While a stand-up comedian, Larry David also worked as a store clerk, limousine driver, and historian. He lived in Manhattan Plaza, a federally subsidized housing complex in the Hell's Kitchen neighborhood of Manhattan, across the hall from Kenny Kramer, the inspiration for the Cosmo Kramer character in Seinfeld. David then became a writer for and cast member of ABC's Fridays from 1980 to 1982, and a writer for NBC's Saturday Night Live (SNL) from 1984 to 1985. During his time at SNL, he was able to get only one sketch on the show, which aired at 12:50 AM, the last time slot on the show.
David quit his writing job at SNL in the first season, only to show up to work two days later acting as though nothing had happened. That event inspired a second-season episode of Seinfeld entitled "The Revenge". David met his future Seinfeld stars during that early stage of his career: he worked with Michael Richards (Kramer) on Fridays and with Julia Louis-Dreyfus (Elaine) on SNL.
In 1989 David teamed up with comedian Jerry Seinfeld to create a pilot for NBC called The Seinfeld Chronicles, which became the basis for Seinfeld, one of the most successful shows in history, reaching the top of TV Guide's list of the 50 greatest TV shows of all time.

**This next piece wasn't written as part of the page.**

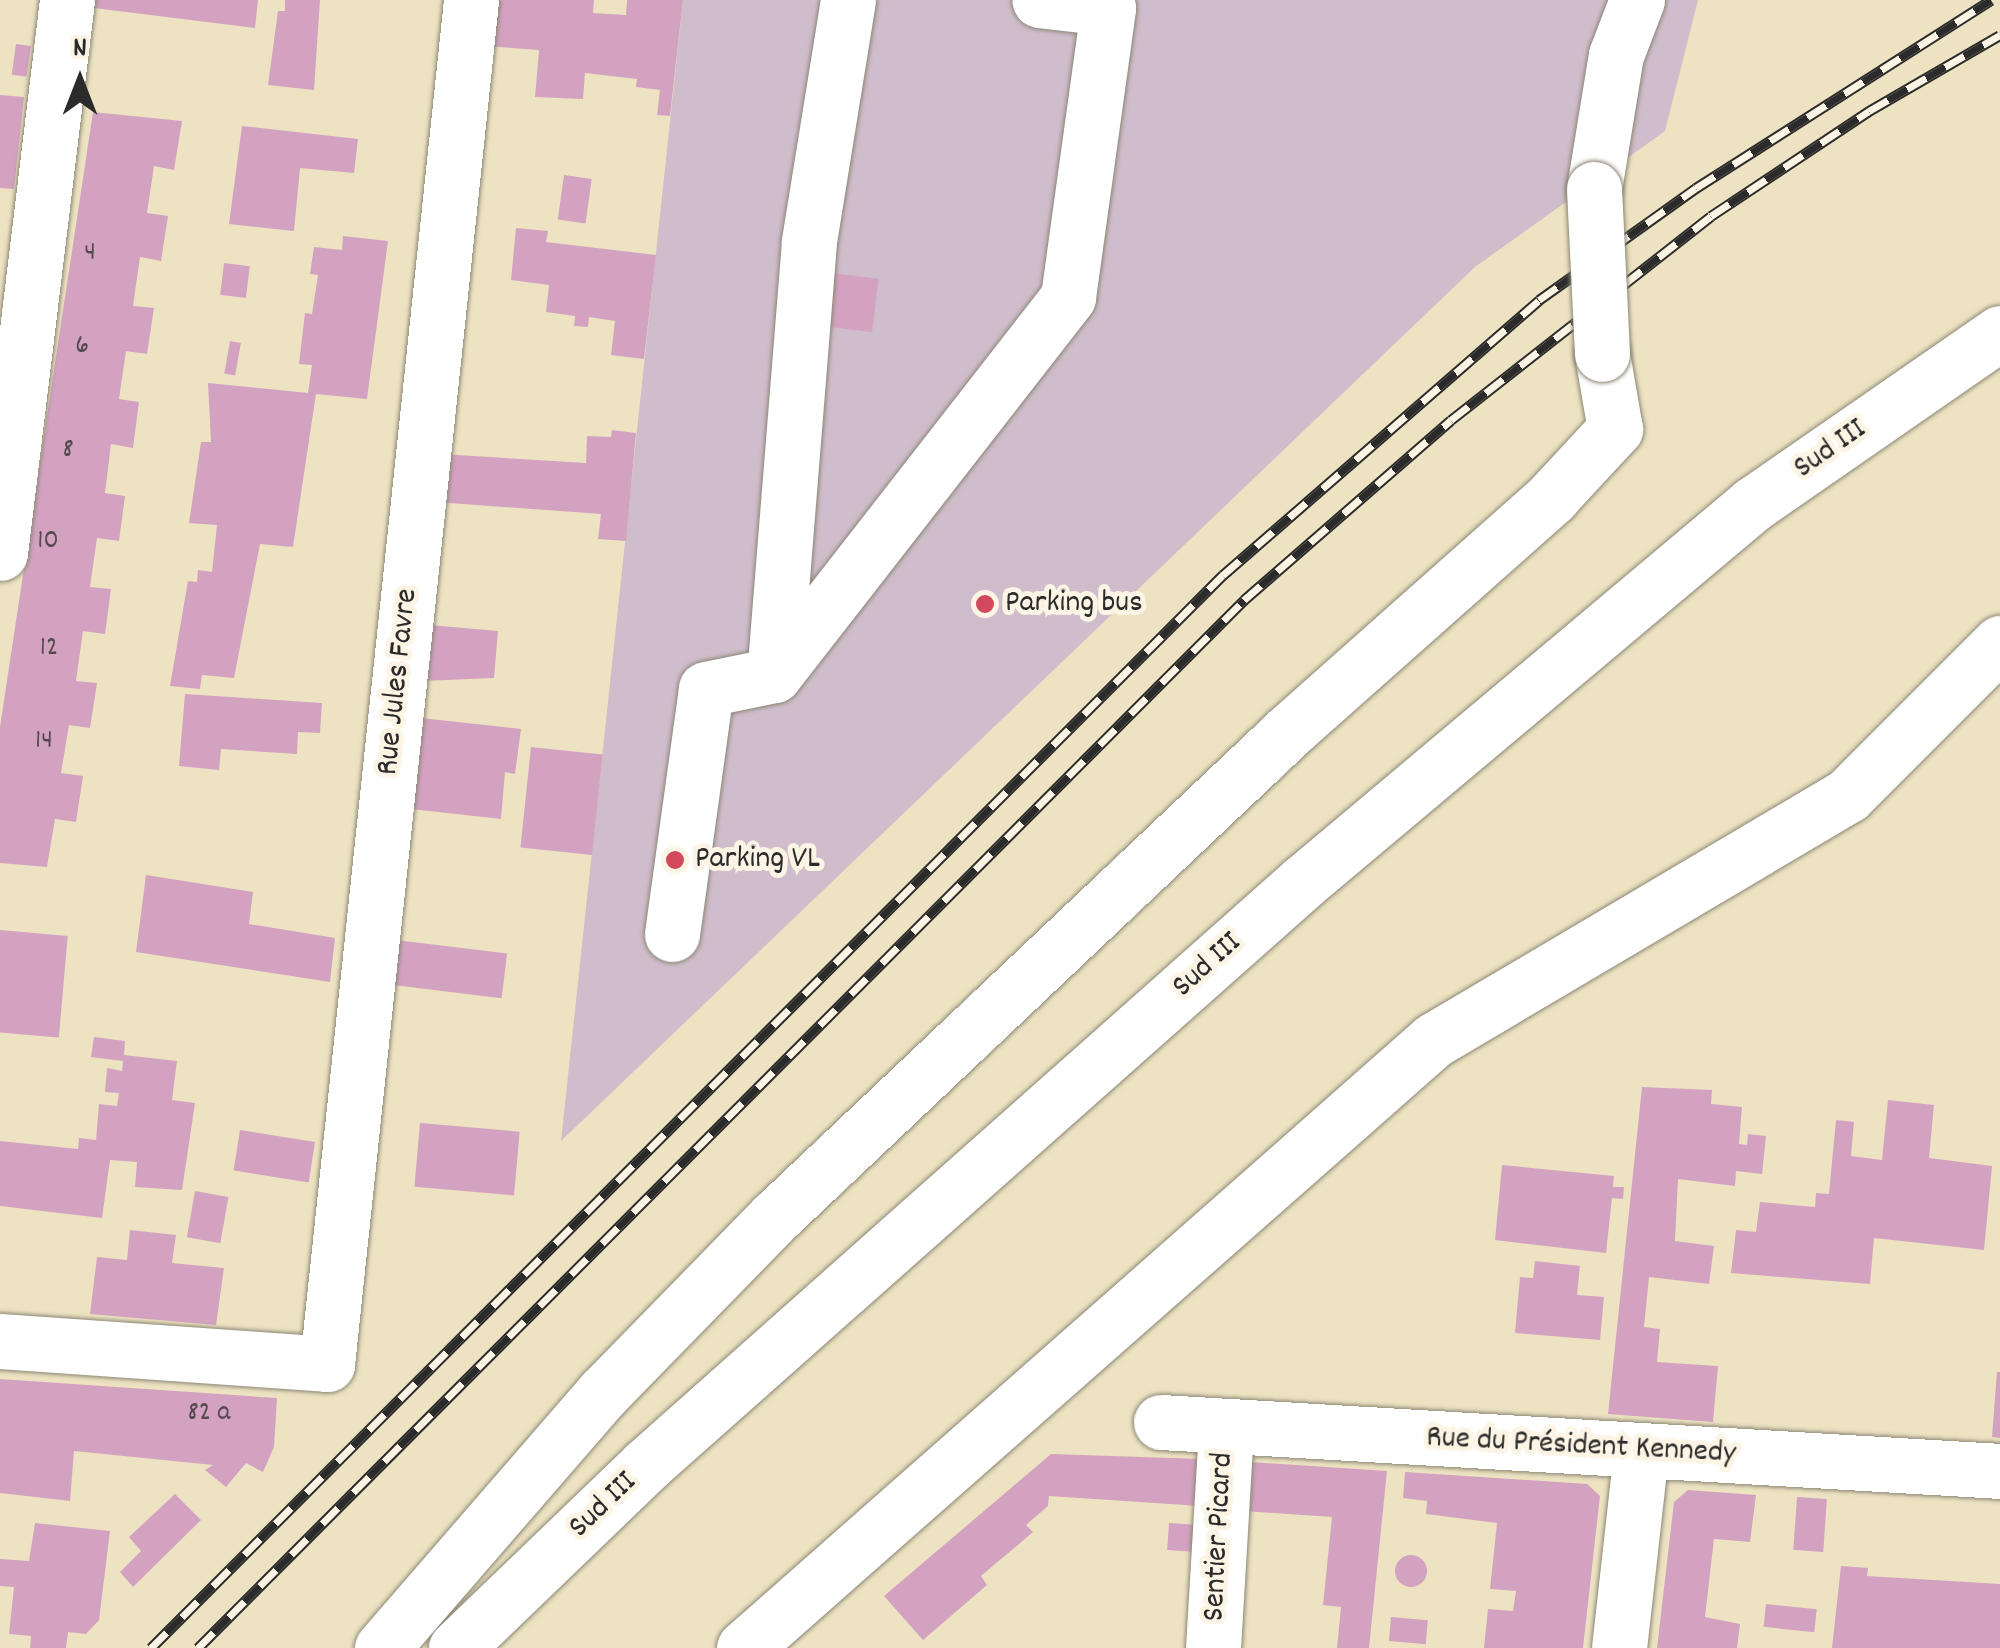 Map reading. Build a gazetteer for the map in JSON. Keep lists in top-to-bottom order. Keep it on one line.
{"streets":{"main road":["Sud III","Rue Jules Favre","Rue du Président Kennedy","Sentier Picard"]},"crossings":[["Rue du Président Kennedy","Sentier Picard"]],"places":["Parking bus","Parking VL"],"house_numbers":["4","6","8","10","12","14","82 a"],"north":"top"}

Entertainment Weekly ranked it the third-best TV show of all time. David made occasional uncredited appearances on the show, playing such roles as Frank Costanza's cape-wearing lawyer and the voice of George Steinbrenner. He was also the primary inspiration for the show's character George Costanza. David left Seinfeld on friendly terms after the seventh season but returned to write the series finale in 1998, two years later. He also continued to provide the voice for the Steinbrenner character.
David wrote 62 of the episodes of Seinfeld, including 1992's "The Contest", for which he won a Primetime Emmy Award and which TV Guide ranked as episode No. 1 on its list of "TV's Top 100 Episodes of All Time". Syndication of Seinfeld earned David an estimated $250 million in 1998 alone. This amount has been steadily decreasing each year, but payments will continue until the full $1.7 billion from the original syndication deal has been paid. In 2008 David made $55 million from Seinfeld syndication, DVD sales, and Curb Your Enthusiasm. He was nominated for an Emmy award 19 times for Seinfeld, winning twice – once for best comedy and once for writing.
The HBO cable television channel aired David's 1-hour special, Larry David: Curb Your Enthusiasm, on October 17, 1999. This was followed by Curb Your Enthusiasm, a television series on HBO that aired its first episode on October 15, 2000. The show revisits many of the themes of Seinfeld, and is improvised from a story outline only several pages long that David writes (as of the 5th season, additional writers were hired).
The actors improvise their dialogue based on the story outline, direction, and their own creativity. David has said that his character in the show, a fictionalized version of himself, is what he would be like in real life if he lacked social awareness and sensitivity. The character's numerous and frequent social faux pas, misunderstandings, and ironic coincidences are the basis of much of the show's comedy and have led to the entry into the American pop culture lexicon of the expression "Larry David moment", meaning an inadvertently created socially awkward situation.
The basis of the show is the events in David's life following the fortune he earned from the Seinfeld series; David, semi-retired, strives to live a fulfilled life. Alongside David is his wife Cheryl (played by Cheryl Hines), his manager and best friend Jeff (played by Jeff Garlin), and Jeff's wife Susie (played by Susie Essman).
Here is a look at Larry David cracking up reading some of the mean tweets sent into the
Jimmy Kimmel show...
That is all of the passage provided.